▶ **How to complete this task**
Please repeat the records exactly, keeping the pictures out.

▶ **Exercise material**
________________________

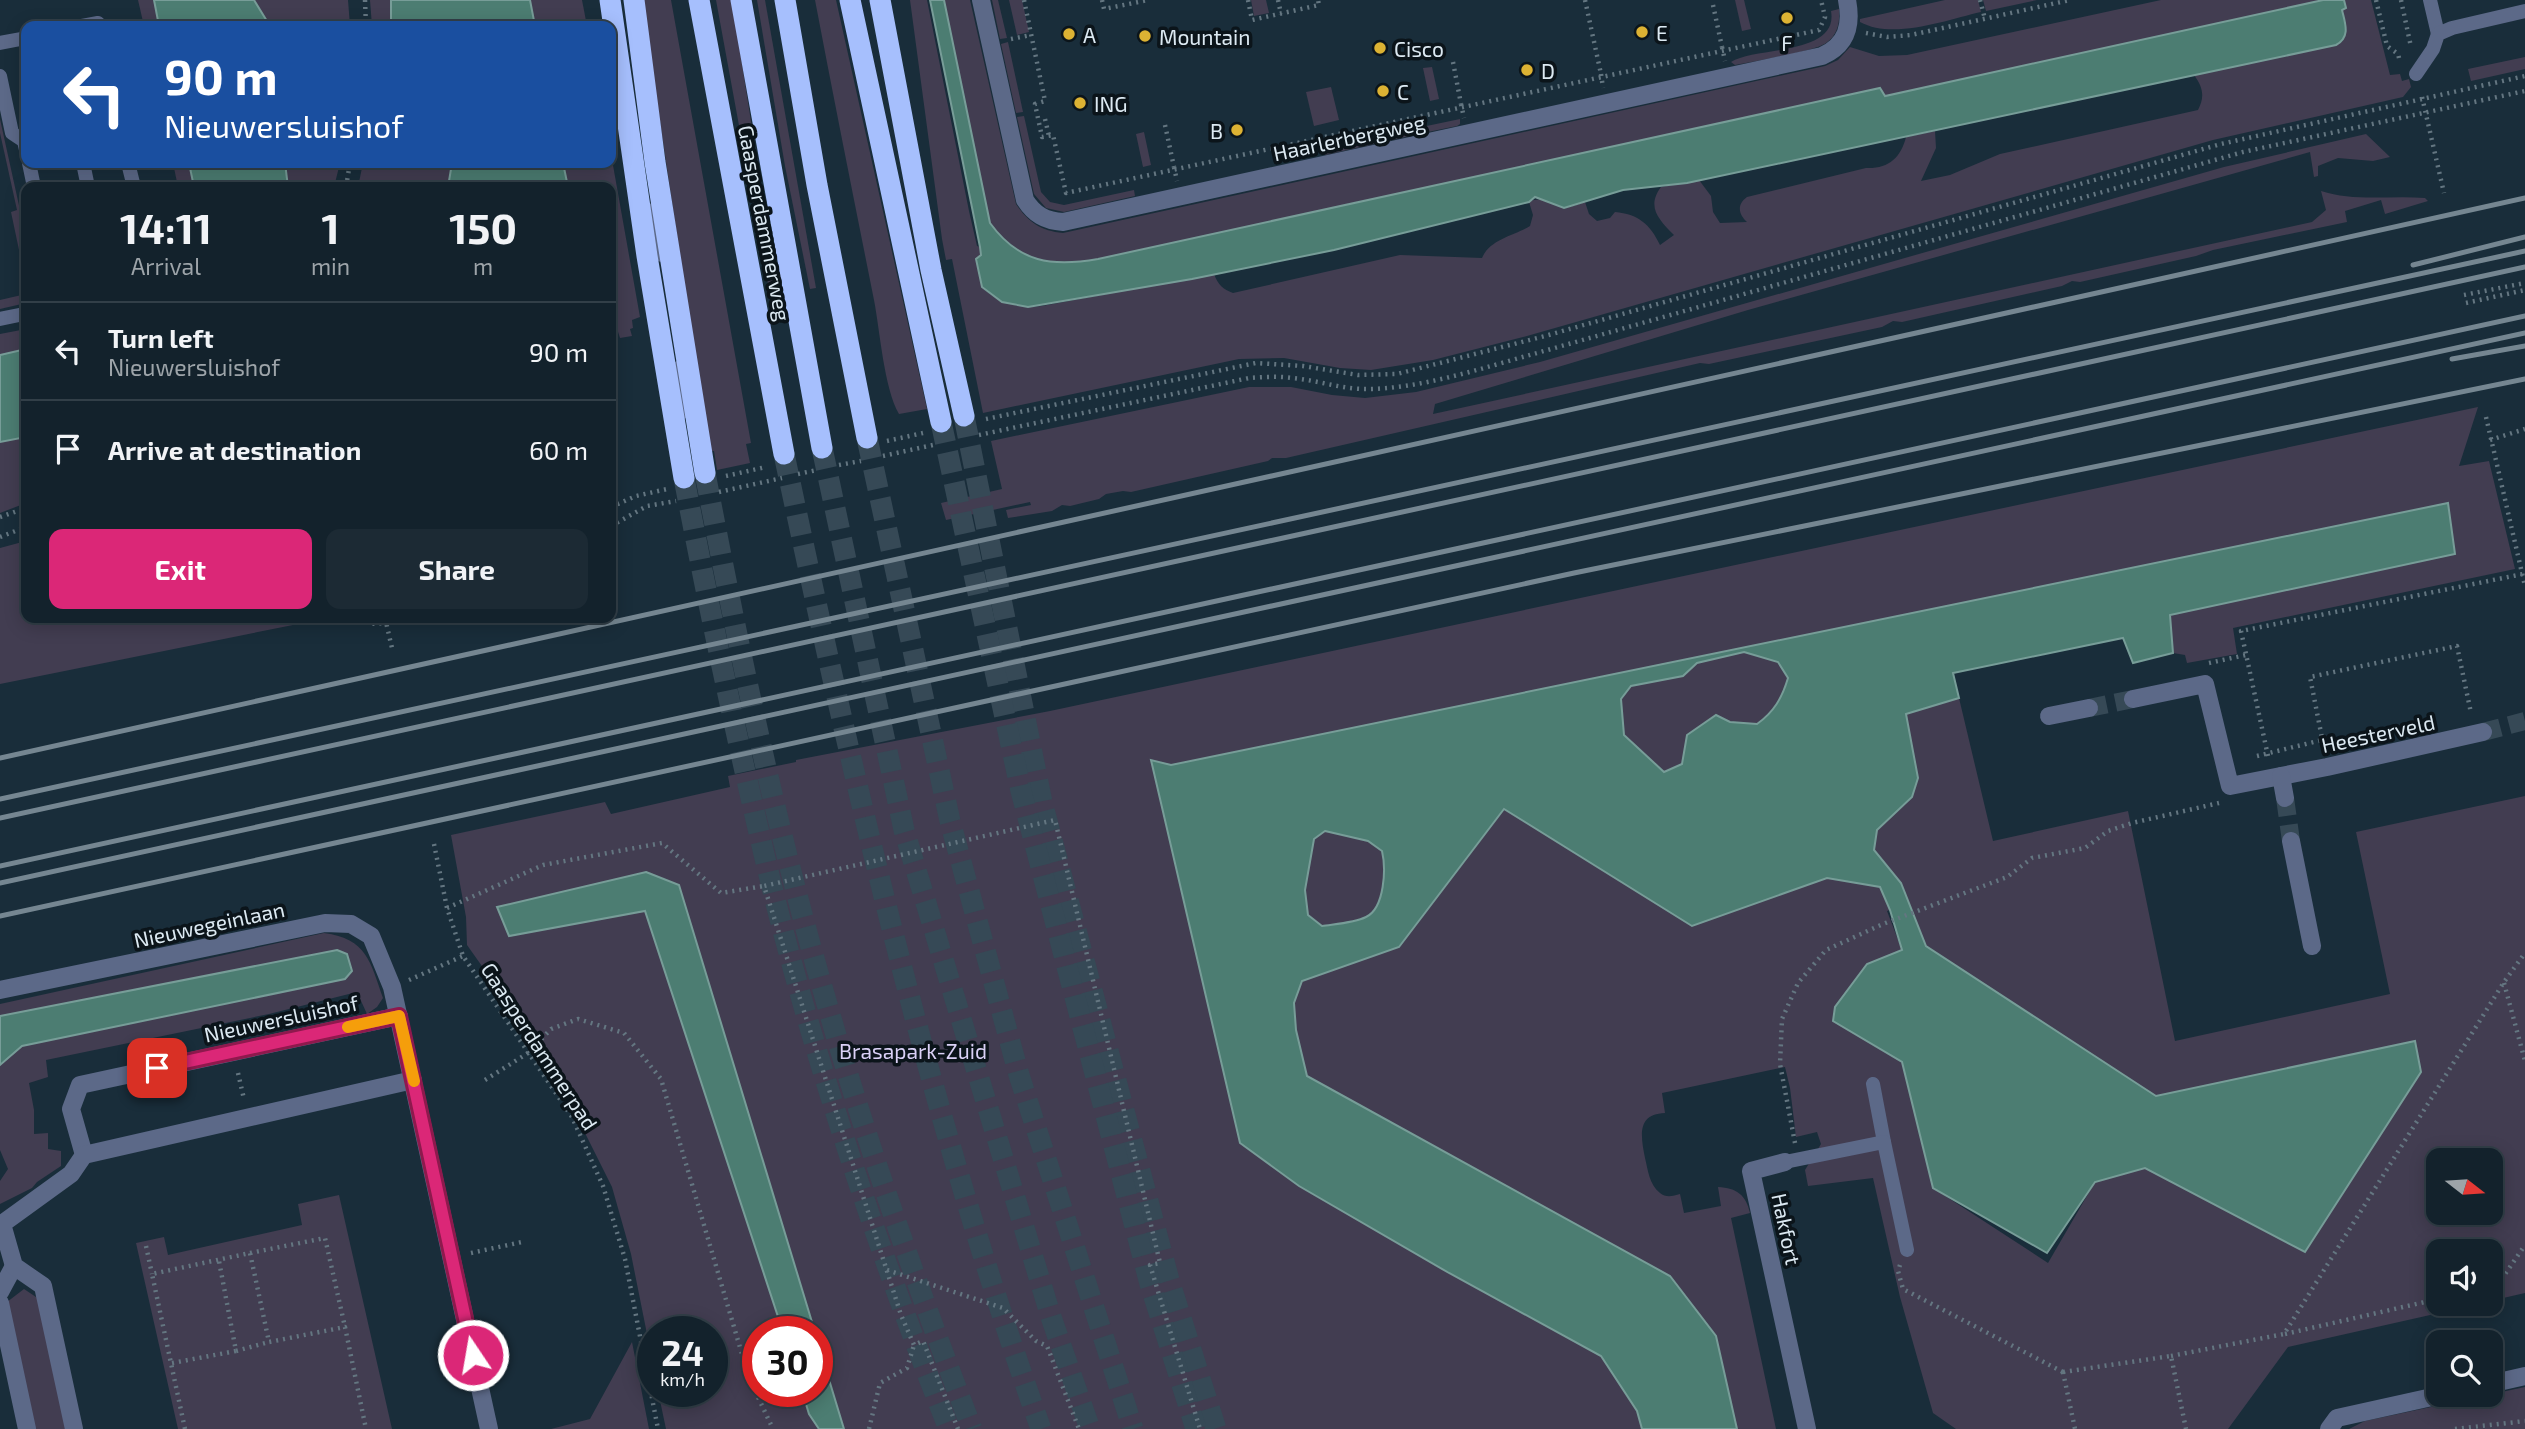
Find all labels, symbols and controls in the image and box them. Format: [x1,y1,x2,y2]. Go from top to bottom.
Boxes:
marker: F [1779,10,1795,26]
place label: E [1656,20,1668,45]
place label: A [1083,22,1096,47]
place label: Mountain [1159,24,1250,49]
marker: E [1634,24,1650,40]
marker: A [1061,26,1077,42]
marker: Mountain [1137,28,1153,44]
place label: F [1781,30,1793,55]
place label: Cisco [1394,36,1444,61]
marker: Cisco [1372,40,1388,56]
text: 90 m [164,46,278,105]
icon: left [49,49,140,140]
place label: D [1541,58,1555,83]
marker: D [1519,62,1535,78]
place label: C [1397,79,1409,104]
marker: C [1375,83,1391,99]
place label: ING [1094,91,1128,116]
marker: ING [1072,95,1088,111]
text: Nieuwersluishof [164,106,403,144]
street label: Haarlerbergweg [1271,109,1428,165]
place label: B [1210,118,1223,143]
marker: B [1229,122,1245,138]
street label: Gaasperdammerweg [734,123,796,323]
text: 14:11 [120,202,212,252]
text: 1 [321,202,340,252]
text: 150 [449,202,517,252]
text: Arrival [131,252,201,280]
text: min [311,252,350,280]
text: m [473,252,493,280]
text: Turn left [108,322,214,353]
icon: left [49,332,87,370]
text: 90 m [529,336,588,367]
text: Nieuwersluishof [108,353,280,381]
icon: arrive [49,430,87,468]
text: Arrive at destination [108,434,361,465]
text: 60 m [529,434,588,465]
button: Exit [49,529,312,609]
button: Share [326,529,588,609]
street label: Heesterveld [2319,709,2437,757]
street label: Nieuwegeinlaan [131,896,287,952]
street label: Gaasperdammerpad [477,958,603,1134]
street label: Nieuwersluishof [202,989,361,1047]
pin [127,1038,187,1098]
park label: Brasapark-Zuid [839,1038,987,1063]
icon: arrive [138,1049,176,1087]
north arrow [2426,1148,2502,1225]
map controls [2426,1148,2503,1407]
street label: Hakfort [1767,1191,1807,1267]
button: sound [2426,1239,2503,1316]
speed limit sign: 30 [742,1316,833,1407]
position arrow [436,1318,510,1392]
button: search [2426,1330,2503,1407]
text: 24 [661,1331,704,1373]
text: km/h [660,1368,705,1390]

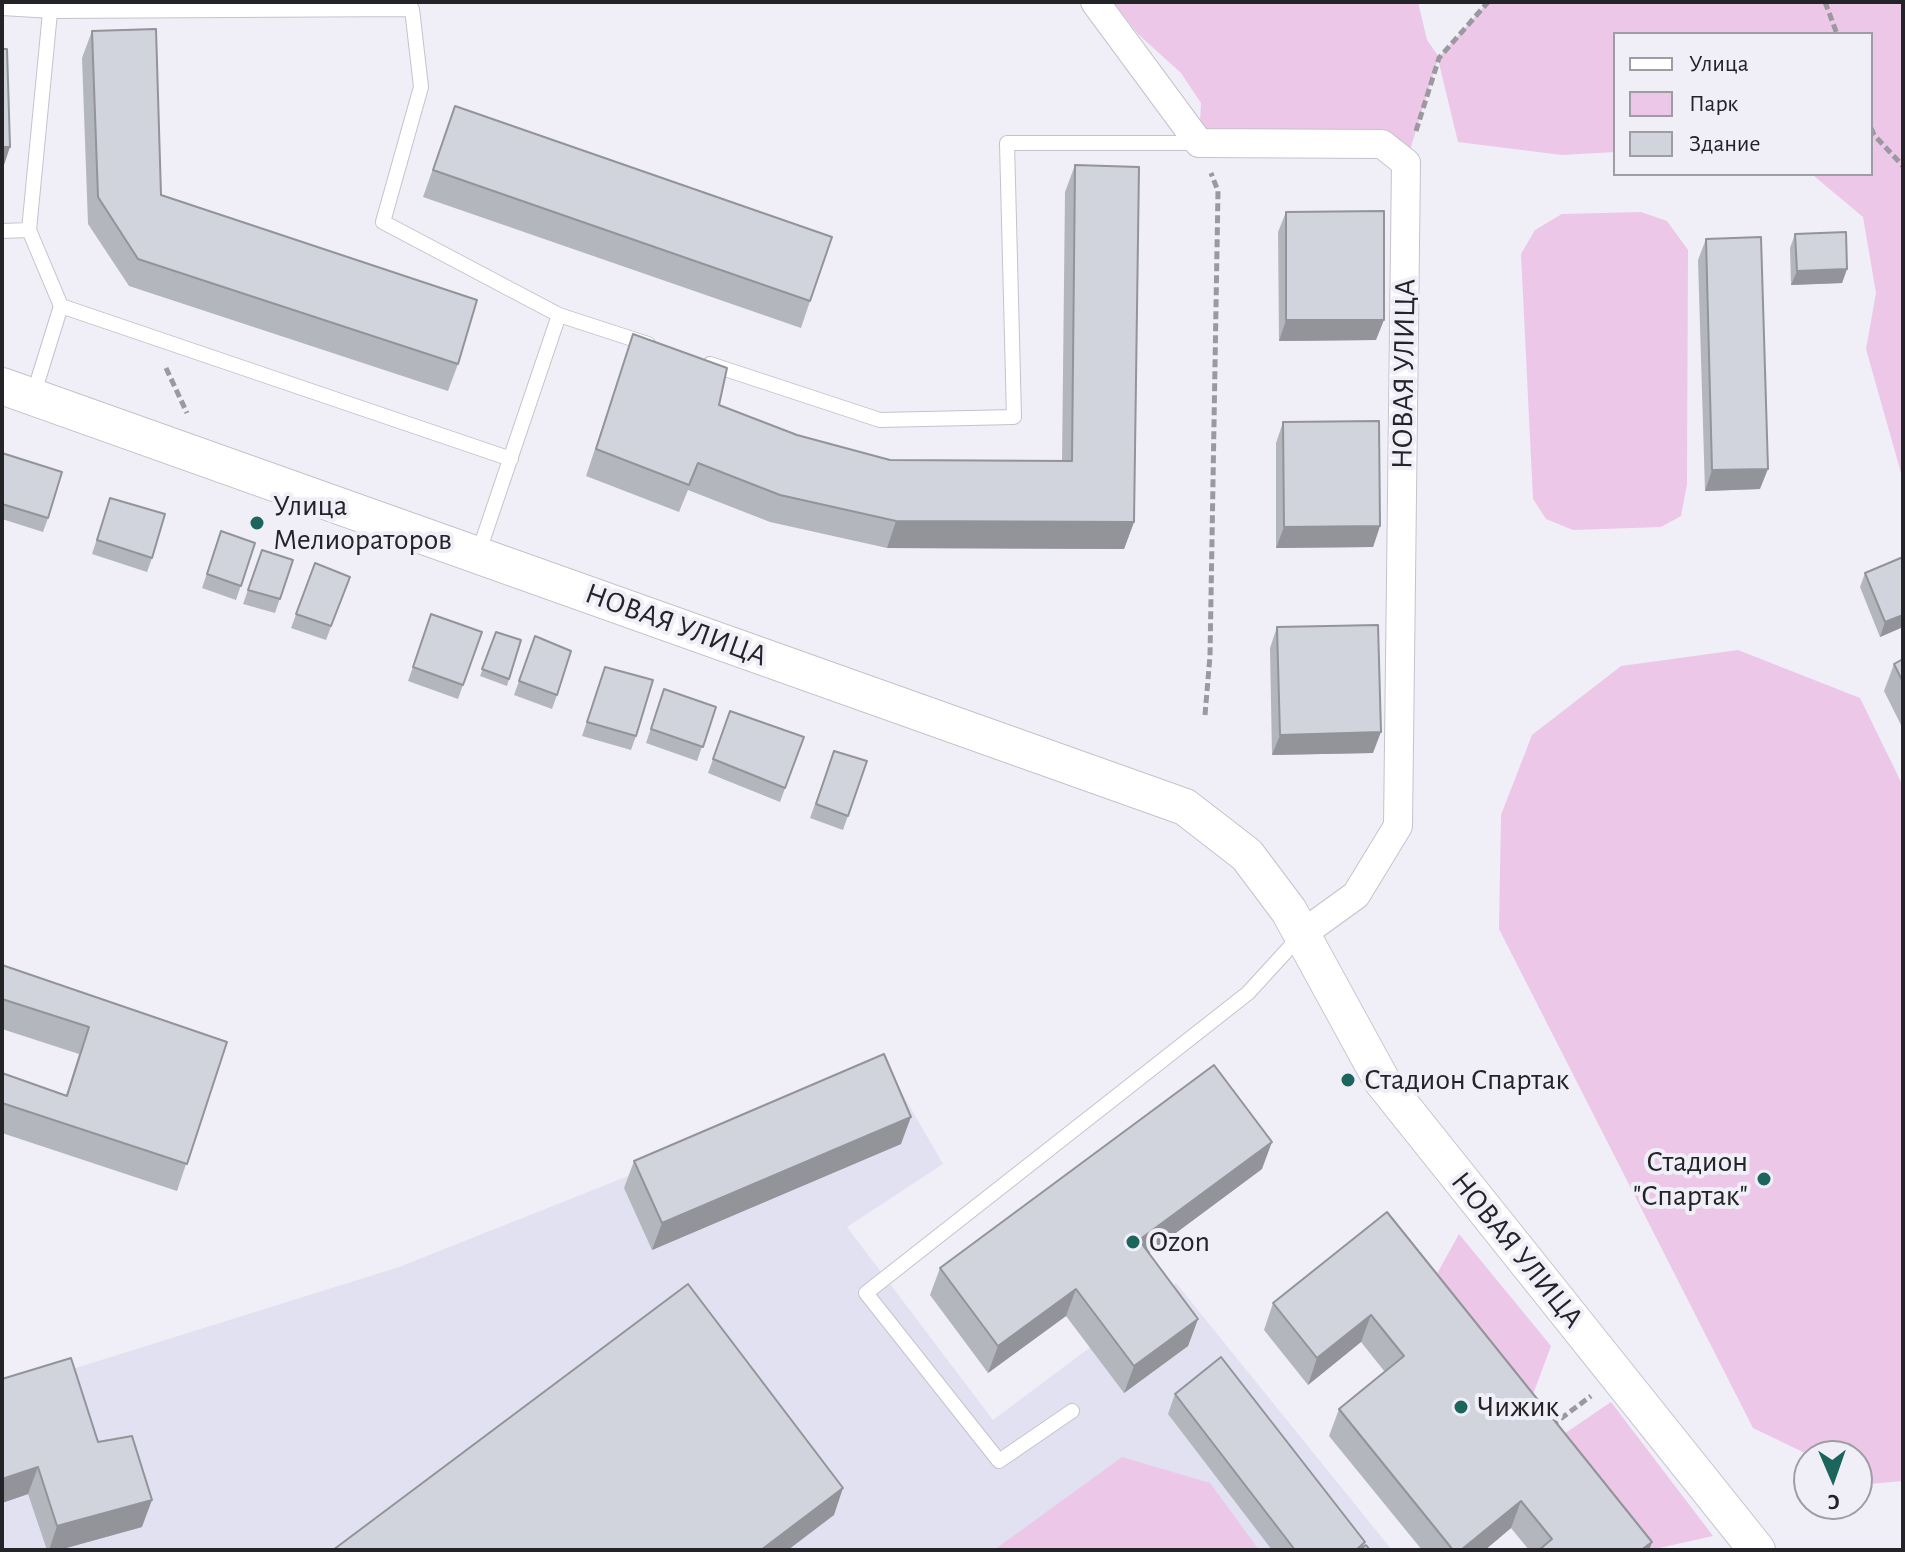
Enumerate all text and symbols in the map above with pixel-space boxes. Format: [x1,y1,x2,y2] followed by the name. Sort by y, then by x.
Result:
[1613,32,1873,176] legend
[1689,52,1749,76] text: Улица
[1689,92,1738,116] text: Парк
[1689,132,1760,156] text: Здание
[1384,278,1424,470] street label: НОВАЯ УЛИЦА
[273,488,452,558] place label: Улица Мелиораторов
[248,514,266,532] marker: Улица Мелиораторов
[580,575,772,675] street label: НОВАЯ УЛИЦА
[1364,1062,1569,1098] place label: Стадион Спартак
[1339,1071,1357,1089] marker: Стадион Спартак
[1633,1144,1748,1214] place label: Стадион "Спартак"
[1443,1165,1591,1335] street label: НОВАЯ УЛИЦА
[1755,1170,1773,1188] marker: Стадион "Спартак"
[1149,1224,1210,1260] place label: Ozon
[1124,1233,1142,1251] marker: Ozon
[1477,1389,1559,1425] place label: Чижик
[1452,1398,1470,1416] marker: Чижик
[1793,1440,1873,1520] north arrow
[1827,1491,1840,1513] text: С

________________________

▶ **Result below**
Find all labels, symbols and controls in the image and box them. Format: [x1,y1,x2,y2]. Go from top to bottom.
Boxes:
marker: F [1779,10,1795,26]
place label: E [1656,20,1668,45]
place label: A [1083,22,1096,47]
place label: Mountain [1159,24,1250,49]
marker: E [1634,24,1650,40]
marker: A [1061,26,1077,42]
marker: Mountain [1137,28,1153,44]
place label: F [1781,30,1793,55]
place label: Cisco [1394,36,1444,61]
marker: Cisco [1372,40,1388,56]
text: 90 m [164,46,278,105]
icon: left [49,49,140,140]
place label: D [1541,58,1555,83]
marker: D [1519,62,1535,78]
place label: C [1397,79,1409,104]
marker: C [1375,83,1391,99]
place label: ING [1094,91,1128,116]
marker: ING [1072,95,1088,111]
text: Nieuwersluishof [164,106,403,144]
street label: Haarlerbergweg [1271,109,1428,165]
place label: B [1210,118,1223,143]
marker: B [1229,122,1245,138]
street label: Gaasperdammerweg [734,123,796,323]
text: 14:11 [120,202,212,252]
text: 1 [321,202,340,252]
text: 150 [449,202,517,252]
text: Arrival [131,252,201,280]
text: min [311,252,350,280]
text: m [473,252,493,280]
text: Turn left [108,322,214,353]
icon: left [49,332,87,370]
text: 90 m [529,336,588,367]
text: Nieuwersluishof [108,353,280,381]
icon: arrive [49,430,87,468]
text: Arrive at destination [108,434,361,465]
text: 60 m [529,434,588,465]
button: Exit [49,529,312,609]
button: Share [326,529,588,609]
street label: Heesterveld [2319,709,2437,757]
street label: Nieuwegeinlaan [131,896,287,952]
street label: Gaasperdammerpad [477,958,603,1134]
street label: Nieuwersluishof [202,989,361,1047]
pin [127,1038,187,1098]
park label: Brasapark-Zuid [839,1038,987,1063]
icon: arrive [138,1049,176,1087]
north arrow [2426,1148,2502,1225]
map controls [2426,1148,2503,1407]
street label: Hakfort [1767,1191,1807,1267]
button: sound [2426,1239,2503,1316]
speed limit sign: 30 [742,1316,833,1407]
position arrow [436,1318,510,1392]
button: search [2426,1330,2503,1407]
text: 24 [661,1331,704,1373]
text: km/h [660,1368,705,1390]

Enumerate all text and symbols in the map above with pixel-space boxes. Format: [x1,y1,x2,y2] followed by the name. Sort by y, then by x.
Result:
[1613,32,1873,176] legend
[1689,52,1749,76] text: Улица
[1689,92,1738,116] text: Парк
[1689,132,1760,156] text: Здание
[1384,278,1424,470] street label: НОВАЯ УЛИЦА
[273,488,452,558] place label: Улица Мелиораторов
[248,514,266,532] marker: Улица Мелиораторов
[580,575,772,675] street label: НОВАЯ УЛИЦА
[1364,1062,1569,1098] place label: Стадион Спартак
[1339,1071,1357,1089] marker: Стадион Спартак
[1633,1144,1748,1214] place label: Стадион "Спартак"
[1443,1165,1591,1335] street label: НОВАЯ УЛИЦА
[1755,1170,1773,1188] marker: Стадион "Спартак"
[1149,1224,1210,1260] place label: Ozon
[1124,1233,1142,1251] marker: Ozon
[1477,1389,1559,1425] place label: Чижик
[1452,1398,1470,1416] marker: Чижик
[1793,1440,1873,1520] north arrow
[1827,1491,1840,1513] text: С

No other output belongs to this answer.